Raw Illumina reads were demultiplexed and primer and adapter sequences removed using Flexbar (Dodt et al. 2012). Primers were trimmed in left trim mode with a minimum overlap equal to the length of the primer with no unknown bases allowed. Sequences were then trimmed from the right to a maximum length of 156 base pairs. Paired-end reads were merged using FLASH under default settings (Magoc and Salzberg 2011). Merged reads were mapped against a curated database of known macaque MHC class I alleles from the Wisconsin National Primate Research Center (WNPRC) using Bowtie, allowing zero mismatches (Langmead et al. 2009). Mapped reads were removed as contamination (<0.0023 %), and unmapped reads were retained as red colobus sequences. Sequences were searched against the WNPRC macaque database using BLAST in Geneious Pro v. 6.1.2 (Biomatters) allowing a 1 % mismatch (Fig. 2). Sequences were assigned to a locus based on closest match in the macaque database. A minimum threshold of 100× coverage was used, and we retained only sequences that matched the expected sequence size (156) ± 3 base pairs in order to remove sequences in which a reading frame shift had occurred. We translated the sequences and searched for stop codons using the second base position as the start of the reading frame, and sequences containing a stop codon were designated as pseudogenes. Alleles with a Mean Per Amplicon Frequency (MPAF) <0.01 were visually checked for chimeras and sequencing errors (no chimeras identified, one allele removed as sequencing error) following Zagalska-Neubauer et al. (2010).

Fig. 2
figure 2

Bioinformatic pipeline for novel MHC I haplotype identification

In total, 82 alleles (including two pseudogenes) were identified that mapped closely to six macaque (Macaca mulatta) MHC I loci (doi:10.5061/dryad.6r40g). Haplotypes were determined based on patterns of allele sharing across individuals (see Supplemental Material S1). The majority of haplotypes represented MHC I-A (6 haplotypes, 16 alleles) and MHC I-B (7 haplotypes, 41 alleles), suggesting that, like macaques, MHC I has undergone extensive duplication events in red colobus. Number of reads per individual ranged from 7332 to 34,611 (average = 12,156). Six Ugandan red colobus were homozygous for the A001a, one was homozygous for A002, and three were heterozygotes. A005 and A006 were restricted to Temminick’s red colobus. One Ugandan red colobus was homozygous for B003, and eight were heterozygous. B007 was restricted to Temminick’s red colobus.

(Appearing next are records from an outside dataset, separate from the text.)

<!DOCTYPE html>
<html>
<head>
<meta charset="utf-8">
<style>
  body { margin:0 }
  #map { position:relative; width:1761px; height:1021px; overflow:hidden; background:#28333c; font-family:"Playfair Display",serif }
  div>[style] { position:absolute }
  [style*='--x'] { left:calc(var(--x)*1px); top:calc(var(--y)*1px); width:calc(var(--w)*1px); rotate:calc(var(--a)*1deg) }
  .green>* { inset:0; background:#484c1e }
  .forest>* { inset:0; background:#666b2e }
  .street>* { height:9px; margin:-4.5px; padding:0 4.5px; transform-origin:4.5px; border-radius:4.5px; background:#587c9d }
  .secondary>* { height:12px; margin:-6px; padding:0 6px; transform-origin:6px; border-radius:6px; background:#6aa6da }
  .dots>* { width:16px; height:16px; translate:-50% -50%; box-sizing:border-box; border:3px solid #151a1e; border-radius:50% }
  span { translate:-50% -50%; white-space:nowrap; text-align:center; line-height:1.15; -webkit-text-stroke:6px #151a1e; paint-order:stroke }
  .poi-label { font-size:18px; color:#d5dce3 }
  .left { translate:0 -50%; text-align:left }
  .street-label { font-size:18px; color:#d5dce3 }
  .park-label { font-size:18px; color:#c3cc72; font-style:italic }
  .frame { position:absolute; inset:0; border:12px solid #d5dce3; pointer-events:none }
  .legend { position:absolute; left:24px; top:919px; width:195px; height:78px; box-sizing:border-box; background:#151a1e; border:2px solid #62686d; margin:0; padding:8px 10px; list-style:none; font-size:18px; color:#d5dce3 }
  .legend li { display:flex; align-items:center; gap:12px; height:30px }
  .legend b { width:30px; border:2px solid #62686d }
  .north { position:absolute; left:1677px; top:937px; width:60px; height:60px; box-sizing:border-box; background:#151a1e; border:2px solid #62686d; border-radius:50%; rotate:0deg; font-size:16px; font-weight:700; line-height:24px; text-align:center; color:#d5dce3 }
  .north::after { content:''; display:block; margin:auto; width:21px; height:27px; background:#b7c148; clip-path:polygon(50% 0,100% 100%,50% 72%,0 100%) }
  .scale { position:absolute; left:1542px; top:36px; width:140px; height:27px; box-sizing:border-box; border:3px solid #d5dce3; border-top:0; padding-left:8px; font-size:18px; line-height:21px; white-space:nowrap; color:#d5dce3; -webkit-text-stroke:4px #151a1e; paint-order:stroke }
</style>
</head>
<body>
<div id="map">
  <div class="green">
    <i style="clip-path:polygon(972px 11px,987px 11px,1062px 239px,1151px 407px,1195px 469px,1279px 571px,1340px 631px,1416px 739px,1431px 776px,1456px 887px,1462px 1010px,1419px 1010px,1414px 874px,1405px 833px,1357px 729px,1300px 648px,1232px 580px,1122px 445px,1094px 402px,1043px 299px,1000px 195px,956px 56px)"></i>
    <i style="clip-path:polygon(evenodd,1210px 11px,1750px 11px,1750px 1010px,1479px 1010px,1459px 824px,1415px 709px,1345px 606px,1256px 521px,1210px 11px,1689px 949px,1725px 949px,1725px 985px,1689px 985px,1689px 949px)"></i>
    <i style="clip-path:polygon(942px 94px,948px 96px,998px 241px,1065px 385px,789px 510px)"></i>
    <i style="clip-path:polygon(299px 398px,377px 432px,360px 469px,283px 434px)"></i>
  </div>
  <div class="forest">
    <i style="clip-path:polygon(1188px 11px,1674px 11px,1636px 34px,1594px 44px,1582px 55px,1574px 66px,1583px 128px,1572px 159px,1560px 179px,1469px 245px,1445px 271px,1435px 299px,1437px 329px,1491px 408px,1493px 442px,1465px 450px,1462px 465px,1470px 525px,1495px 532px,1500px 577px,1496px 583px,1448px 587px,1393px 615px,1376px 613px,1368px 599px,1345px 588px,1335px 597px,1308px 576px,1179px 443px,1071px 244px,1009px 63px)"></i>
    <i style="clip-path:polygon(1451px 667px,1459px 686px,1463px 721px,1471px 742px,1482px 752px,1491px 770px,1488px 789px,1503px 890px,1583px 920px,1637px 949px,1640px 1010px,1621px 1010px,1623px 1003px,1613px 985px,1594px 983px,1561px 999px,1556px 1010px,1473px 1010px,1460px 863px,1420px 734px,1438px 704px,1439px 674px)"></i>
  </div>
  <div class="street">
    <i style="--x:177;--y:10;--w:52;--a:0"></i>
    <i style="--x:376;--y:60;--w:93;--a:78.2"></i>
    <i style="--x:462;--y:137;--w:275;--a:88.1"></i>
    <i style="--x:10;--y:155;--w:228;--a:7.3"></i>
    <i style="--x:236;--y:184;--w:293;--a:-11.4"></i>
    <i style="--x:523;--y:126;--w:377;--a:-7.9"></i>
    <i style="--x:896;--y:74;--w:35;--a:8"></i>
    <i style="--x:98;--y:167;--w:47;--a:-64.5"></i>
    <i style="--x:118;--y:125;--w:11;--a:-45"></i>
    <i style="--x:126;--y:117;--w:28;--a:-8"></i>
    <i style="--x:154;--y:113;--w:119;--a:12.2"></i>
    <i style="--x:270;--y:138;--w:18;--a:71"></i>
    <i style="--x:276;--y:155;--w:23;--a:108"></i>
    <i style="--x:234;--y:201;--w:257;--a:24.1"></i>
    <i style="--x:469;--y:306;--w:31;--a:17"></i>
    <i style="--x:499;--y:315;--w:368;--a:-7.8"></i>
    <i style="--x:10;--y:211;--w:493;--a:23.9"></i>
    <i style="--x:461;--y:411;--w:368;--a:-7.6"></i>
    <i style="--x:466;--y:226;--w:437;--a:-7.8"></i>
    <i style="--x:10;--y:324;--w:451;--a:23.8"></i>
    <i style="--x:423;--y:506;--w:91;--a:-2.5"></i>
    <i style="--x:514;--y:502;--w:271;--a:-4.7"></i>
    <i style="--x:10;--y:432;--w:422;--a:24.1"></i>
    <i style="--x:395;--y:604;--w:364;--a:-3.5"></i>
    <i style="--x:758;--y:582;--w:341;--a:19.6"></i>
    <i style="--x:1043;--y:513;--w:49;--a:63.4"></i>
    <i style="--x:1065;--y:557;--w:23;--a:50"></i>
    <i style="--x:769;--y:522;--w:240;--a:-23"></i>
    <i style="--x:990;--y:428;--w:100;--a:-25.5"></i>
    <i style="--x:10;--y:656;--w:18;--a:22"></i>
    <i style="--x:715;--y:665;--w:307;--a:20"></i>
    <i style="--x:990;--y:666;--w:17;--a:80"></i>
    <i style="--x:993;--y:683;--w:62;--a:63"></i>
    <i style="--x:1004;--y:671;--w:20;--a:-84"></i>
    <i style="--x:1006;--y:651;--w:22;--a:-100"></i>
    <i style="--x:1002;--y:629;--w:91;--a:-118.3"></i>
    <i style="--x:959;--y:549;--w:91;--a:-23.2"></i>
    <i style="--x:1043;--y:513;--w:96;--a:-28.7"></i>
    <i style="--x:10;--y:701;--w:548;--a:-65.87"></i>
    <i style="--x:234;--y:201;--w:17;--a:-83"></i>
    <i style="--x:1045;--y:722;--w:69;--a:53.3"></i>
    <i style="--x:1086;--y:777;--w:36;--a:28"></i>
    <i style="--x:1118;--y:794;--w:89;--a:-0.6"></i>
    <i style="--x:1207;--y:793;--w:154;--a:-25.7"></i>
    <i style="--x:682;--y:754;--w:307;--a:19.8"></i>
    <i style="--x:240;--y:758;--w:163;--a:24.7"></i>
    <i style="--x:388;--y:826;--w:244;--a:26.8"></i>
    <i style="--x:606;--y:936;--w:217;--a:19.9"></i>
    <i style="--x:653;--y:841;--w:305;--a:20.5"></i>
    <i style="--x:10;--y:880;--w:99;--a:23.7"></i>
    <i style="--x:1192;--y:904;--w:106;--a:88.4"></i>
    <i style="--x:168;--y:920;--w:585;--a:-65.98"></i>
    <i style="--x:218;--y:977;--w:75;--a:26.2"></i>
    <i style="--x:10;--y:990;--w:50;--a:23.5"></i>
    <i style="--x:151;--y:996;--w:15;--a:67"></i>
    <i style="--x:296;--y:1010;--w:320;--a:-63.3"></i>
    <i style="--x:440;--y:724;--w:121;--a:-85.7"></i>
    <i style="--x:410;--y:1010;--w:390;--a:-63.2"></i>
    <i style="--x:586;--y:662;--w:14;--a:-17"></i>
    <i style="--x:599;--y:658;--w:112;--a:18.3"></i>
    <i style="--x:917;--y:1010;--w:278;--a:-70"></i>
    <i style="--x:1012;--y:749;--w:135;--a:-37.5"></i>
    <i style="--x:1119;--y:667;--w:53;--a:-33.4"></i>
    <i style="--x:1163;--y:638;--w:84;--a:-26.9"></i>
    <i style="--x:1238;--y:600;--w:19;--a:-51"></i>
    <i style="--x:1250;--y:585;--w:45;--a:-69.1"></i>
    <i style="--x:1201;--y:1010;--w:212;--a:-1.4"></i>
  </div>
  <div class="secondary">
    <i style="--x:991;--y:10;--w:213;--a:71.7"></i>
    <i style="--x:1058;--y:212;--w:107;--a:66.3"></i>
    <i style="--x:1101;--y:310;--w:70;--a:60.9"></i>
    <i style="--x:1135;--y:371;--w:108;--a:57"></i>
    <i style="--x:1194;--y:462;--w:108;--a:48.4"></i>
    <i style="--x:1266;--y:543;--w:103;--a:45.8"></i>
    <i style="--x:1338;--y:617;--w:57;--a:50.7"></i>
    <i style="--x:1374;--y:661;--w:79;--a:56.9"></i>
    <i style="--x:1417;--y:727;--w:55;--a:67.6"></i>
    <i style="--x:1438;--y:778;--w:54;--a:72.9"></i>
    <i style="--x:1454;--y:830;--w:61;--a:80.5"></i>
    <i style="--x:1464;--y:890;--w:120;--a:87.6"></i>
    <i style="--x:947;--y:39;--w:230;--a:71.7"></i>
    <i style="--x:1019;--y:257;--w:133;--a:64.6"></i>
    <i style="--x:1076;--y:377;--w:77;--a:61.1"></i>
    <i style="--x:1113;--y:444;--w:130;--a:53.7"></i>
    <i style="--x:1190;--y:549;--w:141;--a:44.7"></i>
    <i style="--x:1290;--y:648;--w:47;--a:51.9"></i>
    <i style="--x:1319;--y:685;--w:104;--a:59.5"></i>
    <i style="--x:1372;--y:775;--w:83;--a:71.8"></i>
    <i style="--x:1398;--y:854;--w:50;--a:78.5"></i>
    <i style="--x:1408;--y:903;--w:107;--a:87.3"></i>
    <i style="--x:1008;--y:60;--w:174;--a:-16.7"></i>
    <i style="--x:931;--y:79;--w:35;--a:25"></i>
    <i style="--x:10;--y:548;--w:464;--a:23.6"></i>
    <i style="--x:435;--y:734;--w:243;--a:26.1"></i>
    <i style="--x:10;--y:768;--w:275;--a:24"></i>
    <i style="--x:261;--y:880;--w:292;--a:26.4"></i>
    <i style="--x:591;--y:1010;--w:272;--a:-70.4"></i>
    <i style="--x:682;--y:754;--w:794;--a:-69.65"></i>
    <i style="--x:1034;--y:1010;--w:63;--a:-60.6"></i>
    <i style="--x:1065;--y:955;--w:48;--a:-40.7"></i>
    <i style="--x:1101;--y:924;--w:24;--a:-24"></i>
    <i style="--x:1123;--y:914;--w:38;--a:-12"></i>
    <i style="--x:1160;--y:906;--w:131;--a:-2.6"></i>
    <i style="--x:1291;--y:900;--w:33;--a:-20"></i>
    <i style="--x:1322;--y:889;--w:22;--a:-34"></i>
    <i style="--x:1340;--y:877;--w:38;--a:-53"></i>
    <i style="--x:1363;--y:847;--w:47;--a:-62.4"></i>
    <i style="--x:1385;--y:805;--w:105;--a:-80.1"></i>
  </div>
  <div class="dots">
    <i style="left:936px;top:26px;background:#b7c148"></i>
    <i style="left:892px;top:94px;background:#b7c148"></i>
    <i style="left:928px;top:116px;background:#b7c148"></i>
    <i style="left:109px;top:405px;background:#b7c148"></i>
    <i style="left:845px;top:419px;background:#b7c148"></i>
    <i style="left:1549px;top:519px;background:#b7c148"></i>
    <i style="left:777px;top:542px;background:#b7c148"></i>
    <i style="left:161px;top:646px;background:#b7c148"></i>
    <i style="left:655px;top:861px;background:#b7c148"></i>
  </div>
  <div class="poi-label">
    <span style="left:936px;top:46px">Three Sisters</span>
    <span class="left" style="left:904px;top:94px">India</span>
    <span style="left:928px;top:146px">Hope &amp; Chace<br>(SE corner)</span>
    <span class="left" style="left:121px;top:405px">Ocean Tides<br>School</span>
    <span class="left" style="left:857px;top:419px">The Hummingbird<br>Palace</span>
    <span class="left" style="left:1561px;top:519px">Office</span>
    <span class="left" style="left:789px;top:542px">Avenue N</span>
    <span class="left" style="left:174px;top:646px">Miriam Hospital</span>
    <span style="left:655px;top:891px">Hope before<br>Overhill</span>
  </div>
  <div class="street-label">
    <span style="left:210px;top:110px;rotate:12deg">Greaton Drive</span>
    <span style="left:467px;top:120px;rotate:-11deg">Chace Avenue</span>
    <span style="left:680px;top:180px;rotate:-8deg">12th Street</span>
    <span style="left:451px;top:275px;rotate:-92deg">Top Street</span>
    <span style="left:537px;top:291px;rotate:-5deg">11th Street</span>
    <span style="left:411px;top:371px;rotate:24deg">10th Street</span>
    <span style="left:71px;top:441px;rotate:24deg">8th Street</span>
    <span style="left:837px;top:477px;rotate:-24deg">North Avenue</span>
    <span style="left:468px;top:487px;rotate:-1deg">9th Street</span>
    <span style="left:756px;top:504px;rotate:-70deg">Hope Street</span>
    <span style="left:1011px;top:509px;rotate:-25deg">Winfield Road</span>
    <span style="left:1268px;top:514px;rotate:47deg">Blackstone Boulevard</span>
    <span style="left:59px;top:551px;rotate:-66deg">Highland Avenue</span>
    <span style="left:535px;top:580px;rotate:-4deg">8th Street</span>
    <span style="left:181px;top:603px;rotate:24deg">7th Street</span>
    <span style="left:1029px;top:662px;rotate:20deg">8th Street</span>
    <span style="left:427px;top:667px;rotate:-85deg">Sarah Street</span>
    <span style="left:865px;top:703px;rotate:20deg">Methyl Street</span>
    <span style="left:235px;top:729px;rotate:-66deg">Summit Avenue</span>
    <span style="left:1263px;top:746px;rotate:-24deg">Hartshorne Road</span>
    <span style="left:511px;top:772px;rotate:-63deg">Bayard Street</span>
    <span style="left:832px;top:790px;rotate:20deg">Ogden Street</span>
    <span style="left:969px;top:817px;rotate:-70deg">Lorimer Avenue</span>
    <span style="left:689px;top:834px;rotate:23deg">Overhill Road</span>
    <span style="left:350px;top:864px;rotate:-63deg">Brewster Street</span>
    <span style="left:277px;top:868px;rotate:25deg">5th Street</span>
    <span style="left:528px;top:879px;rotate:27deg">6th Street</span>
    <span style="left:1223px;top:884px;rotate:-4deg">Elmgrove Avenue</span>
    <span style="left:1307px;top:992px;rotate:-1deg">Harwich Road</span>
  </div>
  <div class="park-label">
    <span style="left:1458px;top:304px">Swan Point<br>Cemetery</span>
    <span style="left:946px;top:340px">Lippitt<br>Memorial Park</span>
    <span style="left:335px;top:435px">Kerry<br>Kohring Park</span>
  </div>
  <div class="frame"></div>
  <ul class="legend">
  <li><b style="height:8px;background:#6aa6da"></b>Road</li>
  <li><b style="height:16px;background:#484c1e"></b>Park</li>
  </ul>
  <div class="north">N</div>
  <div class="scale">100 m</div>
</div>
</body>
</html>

We have demonstrated that a protocol for genotyping MHC I in macaques can be applied successfully to a non-model primate, the red colobus. This finding shows that rapid and accurate MHC genotyping in endangered primates is currently feasible, given the availability of suitable biomaterials. Because our primers were designed for a distantly related Old World monkey, we predict that this approach will be successful across the family Cercopithecidae. Applying our method more broadly should facilitate studies of the genetic determinants of disease susceptibility as well as assessments of immunogenetic diversity in isolated primate populations.